Purpose: : The immunoproteasome is a proteasome subtype that produces antigenic peptides for MHC class I presentation and is an essential component of immune surveillance. This well-established role is inconsistent with immunoproteasome’s high content under normal conditions and upregulation with disease and injury in the immune-privileged retina (Ethen et al., FEBS Let 2007; Ferrington et al., J Neurochem 2008). The hypothesis is that immunoproteasome has an additional novel role in maintaining normal retinal homeostasis and in responding to retinal injury. To directly test this hypothesis, this study examines the retinal response to chronic (aging) and acute (light) stress with immunoproteasome deficiency.

Methods: : Immunoproteasome-deficient mice (lmp7-/-mecl-1-/- (L7M1)) were used to investigate the importance of immunoproteasome in coping with retinal stress. The response of the L7M1 mouse retina to the chronic stress of aging and acute stress of constant light was evaluated from changes in protein expression, retinal morphology, and levels of apoptosis.

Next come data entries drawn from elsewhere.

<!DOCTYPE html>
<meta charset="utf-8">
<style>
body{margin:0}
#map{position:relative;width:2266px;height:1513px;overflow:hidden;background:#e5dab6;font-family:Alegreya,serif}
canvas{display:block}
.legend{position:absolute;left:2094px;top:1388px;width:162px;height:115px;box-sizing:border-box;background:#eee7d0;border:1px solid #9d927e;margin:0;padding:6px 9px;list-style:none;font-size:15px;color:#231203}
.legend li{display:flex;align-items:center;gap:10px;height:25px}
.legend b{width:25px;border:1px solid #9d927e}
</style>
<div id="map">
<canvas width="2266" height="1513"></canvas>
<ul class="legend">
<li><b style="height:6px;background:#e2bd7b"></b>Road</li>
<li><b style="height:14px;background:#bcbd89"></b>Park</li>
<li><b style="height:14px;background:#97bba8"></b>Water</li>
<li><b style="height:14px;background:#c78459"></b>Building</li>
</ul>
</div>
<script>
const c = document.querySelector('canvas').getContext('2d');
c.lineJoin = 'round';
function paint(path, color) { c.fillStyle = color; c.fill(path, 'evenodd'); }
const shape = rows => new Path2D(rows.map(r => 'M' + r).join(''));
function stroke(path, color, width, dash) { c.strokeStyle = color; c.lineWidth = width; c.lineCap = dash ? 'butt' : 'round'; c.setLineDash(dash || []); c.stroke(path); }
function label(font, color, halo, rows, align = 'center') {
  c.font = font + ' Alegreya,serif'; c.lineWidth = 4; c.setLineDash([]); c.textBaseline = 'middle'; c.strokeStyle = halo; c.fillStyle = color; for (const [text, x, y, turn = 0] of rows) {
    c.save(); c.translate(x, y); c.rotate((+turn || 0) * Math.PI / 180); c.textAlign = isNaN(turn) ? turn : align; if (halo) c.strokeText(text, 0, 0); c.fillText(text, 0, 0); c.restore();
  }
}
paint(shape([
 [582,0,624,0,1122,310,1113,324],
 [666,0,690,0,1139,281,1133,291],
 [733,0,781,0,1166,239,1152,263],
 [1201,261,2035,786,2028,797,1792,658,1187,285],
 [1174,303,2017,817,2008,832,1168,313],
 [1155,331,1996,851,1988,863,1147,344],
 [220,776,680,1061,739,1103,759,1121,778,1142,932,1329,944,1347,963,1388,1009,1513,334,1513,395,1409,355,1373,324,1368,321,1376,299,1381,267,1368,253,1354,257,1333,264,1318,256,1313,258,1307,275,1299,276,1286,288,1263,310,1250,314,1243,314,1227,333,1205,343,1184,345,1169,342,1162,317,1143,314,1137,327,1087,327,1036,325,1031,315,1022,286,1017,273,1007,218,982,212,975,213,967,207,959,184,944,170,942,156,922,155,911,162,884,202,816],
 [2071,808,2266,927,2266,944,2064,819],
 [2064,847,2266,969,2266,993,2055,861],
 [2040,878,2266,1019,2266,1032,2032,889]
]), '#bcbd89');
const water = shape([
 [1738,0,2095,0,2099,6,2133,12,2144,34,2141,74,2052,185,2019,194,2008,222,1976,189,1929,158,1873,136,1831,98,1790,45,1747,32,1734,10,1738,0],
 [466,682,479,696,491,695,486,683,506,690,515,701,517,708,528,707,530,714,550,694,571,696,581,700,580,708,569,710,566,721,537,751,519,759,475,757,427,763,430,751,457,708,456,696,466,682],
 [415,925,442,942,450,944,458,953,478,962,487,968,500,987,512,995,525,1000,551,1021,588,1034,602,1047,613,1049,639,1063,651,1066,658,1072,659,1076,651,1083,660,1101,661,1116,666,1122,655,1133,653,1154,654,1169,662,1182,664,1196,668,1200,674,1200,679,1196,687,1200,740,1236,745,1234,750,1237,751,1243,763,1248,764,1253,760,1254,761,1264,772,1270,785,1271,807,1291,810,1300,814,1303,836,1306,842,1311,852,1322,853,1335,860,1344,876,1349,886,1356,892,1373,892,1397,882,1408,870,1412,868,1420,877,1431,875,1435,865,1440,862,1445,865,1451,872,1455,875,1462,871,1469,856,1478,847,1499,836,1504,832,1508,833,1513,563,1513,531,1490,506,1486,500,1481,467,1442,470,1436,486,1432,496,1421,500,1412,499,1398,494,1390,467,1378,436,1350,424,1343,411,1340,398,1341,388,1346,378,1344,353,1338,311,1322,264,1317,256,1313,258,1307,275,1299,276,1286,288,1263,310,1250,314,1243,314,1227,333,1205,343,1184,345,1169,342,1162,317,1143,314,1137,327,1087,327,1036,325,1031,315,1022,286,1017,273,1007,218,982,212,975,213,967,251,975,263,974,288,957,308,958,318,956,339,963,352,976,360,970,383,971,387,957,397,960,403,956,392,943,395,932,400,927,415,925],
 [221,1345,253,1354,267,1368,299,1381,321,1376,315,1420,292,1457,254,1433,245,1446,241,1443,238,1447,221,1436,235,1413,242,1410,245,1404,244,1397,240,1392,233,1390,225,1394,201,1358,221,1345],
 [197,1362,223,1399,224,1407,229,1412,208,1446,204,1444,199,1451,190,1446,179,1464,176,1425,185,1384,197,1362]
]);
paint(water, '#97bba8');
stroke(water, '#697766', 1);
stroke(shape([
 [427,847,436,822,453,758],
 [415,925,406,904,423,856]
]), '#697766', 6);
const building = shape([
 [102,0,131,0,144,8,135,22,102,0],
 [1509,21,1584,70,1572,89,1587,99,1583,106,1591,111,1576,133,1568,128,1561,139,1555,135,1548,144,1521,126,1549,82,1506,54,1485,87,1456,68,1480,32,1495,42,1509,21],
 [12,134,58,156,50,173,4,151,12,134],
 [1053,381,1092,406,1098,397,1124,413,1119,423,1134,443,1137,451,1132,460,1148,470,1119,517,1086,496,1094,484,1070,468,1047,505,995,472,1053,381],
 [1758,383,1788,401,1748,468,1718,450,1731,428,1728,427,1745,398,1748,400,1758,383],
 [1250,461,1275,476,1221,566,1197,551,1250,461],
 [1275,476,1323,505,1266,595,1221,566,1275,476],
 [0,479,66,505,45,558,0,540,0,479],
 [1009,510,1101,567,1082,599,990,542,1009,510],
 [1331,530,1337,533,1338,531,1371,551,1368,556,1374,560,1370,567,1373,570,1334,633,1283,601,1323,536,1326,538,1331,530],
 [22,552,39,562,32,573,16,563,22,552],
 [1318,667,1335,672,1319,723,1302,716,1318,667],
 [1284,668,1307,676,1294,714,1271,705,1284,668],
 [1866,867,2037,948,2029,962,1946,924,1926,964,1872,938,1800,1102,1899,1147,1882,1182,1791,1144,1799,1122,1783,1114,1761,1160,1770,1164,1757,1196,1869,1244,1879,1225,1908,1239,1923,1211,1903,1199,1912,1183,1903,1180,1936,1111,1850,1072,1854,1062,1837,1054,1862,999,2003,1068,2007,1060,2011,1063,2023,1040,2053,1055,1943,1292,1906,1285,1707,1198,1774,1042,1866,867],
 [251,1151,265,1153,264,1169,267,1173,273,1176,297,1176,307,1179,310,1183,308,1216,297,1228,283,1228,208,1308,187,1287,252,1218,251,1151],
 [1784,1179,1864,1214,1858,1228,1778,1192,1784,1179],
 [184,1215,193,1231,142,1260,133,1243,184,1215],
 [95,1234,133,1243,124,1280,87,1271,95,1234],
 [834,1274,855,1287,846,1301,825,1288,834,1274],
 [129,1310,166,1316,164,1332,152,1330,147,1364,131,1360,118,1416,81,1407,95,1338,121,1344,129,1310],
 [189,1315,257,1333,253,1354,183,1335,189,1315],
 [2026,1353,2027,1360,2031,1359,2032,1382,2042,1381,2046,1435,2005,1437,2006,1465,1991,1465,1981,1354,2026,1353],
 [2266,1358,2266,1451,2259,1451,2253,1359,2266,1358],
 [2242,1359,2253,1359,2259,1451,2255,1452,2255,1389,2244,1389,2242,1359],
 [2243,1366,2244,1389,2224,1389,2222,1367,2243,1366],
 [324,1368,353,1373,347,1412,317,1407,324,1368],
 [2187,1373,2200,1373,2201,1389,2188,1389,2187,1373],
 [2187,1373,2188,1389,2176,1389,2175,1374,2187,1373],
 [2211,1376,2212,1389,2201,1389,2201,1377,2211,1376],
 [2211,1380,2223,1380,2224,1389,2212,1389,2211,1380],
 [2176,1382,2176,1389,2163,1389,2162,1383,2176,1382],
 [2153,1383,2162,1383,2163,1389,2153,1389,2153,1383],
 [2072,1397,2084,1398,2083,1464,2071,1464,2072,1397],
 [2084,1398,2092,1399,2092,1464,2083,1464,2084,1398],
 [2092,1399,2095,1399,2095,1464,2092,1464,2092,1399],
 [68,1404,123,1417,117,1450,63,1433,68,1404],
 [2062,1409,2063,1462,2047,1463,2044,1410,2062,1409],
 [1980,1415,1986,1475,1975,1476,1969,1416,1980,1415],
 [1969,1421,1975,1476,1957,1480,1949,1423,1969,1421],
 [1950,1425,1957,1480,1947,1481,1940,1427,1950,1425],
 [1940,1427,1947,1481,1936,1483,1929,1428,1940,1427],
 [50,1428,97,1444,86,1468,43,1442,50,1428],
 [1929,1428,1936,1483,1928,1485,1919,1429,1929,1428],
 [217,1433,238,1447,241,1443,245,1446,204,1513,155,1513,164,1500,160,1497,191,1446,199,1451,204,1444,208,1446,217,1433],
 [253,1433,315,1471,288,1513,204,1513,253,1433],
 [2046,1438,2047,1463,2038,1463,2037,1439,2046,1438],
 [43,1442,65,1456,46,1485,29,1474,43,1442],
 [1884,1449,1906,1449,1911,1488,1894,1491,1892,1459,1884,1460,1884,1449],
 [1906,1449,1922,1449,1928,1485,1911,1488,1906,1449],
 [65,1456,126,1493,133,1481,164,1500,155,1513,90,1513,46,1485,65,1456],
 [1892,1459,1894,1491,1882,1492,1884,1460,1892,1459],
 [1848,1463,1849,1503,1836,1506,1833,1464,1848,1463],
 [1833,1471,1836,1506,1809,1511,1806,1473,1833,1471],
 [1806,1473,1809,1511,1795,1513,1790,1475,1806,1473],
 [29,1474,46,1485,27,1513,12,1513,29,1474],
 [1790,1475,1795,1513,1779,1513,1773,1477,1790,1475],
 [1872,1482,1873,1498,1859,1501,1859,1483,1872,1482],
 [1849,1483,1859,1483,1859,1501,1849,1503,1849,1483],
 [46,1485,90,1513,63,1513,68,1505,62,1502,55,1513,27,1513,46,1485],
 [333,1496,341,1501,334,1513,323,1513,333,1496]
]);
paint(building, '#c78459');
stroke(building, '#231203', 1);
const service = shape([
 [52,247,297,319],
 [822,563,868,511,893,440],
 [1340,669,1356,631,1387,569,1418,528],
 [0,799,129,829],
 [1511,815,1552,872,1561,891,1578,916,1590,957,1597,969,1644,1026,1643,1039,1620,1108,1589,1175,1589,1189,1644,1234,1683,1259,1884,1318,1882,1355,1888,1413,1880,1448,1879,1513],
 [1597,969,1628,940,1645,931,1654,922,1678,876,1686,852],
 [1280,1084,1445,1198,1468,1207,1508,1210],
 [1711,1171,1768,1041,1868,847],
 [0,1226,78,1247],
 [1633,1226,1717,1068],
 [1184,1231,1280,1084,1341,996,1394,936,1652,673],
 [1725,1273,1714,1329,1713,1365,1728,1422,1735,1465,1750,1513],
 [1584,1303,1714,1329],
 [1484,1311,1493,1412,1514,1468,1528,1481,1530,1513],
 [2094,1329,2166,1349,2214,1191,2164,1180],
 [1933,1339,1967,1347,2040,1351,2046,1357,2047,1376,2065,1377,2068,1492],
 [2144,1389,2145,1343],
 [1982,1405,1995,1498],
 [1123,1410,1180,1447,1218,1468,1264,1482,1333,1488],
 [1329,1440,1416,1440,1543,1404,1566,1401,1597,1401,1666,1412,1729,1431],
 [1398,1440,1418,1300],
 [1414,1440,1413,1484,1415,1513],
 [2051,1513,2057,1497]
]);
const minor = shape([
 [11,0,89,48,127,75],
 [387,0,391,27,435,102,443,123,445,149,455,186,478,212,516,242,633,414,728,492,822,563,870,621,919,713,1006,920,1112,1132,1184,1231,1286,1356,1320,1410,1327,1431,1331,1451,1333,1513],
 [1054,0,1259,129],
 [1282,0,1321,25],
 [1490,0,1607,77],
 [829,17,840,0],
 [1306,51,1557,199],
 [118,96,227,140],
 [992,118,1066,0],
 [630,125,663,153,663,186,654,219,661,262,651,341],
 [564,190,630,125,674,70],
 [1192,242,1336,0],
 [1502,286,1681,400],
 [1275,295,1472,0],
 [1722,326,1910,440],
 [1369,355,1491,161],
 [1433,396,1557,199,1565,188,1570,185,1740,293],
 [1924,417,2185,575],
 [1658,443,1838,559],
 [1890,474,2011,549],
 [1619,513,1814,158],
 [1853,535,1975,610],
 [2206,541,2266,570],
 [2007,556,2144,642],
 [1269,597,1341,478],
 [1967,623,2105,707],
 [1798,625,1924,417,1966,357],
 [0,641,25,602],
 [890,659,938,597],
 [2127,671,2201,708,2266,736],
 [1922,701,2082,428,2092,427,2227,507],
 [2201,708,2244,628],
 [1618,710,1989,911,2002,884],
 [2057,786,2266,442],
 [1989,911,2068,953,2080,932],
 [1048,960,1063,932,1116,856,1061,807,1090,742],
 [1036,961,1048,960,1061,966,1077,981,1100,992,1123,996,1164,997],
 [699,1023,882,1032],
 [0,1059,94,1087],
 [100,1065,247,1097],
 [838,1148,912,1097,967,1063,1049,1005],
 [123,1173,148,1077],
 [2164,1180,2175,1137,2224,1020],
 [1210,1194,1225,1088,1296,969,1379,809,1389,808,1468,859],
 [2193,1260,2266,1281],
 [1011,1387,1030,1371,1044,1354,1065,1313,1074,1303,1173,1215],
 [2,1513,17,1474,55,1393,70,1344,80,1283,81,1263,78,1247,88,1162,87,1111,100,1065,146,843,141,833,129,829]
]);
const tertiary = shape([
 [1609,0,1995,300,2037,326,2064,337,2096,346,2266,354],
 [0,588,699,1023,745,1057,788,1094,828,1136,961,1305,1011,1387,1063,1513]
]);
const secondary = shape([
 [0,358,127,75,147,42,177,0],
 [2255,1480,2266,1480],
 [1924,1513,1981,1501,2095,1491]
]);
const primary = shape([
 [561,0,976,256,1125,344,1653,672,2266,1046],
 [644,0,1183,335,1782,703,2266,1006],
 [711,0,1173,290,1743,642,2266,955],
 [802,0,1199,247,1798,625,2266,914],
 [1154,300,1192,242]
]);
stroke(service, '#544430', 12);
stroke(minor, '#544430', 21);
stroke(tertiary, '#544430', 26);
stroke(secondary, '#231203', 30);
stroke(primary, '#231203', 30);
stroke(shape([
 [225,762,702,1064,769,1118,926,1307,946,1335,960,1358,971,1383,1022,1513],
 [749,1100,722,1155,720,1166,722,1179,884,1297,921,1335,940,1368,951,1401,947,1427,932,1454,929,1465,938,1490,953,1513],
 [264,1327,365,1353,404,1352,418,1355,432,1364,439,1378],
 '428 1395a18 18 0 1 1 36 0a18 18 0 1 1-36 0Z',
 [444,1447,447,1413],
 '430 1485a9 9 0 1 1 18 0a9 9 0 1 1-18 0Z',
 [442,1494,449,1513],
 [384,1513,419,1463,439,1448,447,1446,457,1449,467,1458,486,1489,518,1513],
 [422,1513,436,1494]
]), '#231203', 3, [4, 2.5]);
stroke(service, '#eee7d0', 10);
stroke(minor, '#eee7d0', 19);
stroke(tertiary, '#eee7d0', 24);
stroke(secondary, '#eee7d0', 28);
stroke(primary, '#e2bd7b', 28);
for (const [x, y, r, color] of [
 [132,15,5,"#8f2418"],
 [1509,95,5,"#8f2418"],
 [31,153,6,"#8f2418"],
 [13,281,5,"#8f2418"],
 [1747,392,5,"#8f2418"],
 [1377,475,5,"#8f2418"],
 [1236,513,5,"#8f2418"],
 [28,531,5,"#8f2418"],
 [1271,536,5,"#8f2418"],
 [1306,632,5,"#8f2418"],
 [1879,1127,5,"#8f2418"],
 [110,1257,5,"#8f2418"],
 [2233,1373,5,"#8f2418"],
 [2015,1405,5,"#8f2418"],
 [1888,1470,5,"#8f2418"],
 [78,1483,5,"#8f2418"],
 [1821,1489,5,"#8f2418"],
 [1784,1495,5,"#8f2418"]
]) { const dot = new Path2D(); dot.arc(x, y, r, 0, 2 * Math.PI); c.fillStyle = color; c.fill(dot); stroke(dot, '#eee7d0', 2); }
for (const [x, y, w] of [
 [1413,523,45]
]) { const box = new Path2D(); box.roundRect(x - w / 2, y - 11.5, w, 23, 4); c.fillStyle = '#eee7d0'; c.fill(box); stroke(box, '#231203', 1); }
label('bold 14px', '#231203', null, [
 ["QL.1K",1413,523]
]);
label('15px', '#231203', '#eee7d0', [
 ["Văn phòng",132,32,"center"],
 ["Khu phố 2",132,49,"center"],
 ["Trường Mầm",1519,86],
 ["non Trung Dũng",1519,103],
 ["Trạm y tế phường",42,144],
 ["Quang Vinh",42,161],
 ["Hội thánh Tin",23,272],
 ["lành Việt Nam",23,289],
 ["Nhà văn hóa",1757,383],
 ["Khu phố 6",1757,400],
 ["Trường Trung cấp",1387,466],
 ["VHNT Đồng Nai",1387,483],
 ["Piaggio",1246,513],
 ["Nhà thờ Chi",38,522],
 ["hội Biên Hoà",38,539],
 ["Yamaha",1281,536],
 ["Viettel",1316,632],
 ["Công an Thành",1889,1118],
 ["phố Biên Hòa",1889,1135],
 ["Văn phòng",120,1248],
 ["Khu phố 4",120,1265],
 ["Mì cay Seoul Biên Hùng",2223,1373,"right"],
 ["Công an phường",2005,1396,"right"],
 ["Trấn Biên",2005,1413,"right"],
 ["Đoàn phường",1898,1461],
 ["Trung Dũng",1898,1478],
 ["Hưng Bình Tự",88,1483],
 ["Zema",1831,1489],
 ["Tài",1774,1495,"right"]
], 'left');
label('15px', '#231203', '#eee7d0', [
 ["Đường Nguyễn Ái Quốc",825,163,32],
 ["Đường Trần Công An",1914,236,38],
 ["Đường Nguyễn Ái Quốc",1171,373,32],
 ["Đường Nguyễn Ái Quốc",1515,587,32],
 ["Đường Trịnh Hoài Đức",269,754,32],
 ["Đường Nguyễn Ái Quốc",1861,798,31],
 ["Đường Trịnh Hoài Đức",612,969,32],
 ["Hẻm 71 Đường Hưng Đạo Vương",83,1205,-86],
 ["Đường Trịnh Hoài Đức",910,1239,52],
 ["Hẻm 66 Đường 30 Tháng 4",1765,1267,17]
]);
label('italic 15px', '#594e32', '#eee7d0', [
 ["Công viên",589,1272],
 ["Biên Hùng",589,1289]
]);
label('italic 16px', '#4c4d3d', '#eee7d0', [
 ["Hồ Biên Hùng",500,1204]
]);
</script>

Results: : The basal level of apoptosis of photoreceptor nuclei increased with age in both WT and L7M1 (p<0.001). However, apoptosis was consistently higher in the L7M1 mice (p<0.001). These results correlated with a decrease in the number of photoreceptor nuclei with age in both L7M1 and WT (p<0.001) and consistently fewer nuclei in L7M1 mice at all ages (p<0.001). Proteomic analysis revealed significant changes in content of several redox-sensitive proteins and chaperones suggesting increased oxidative stress in L7M1 retina. These changes correlated with an increase in retinal protein oxidative modifications (p<0.001). Under constant light stress, immunoproteasome was upregulated in WT retina. While an increase in the level of apoptosis of photoreceptor nuclei was observed with constant light stress in both WT and L7M1 (p<0.001), apoptosis was consistently higher in the L7M1 mice (p<0.001).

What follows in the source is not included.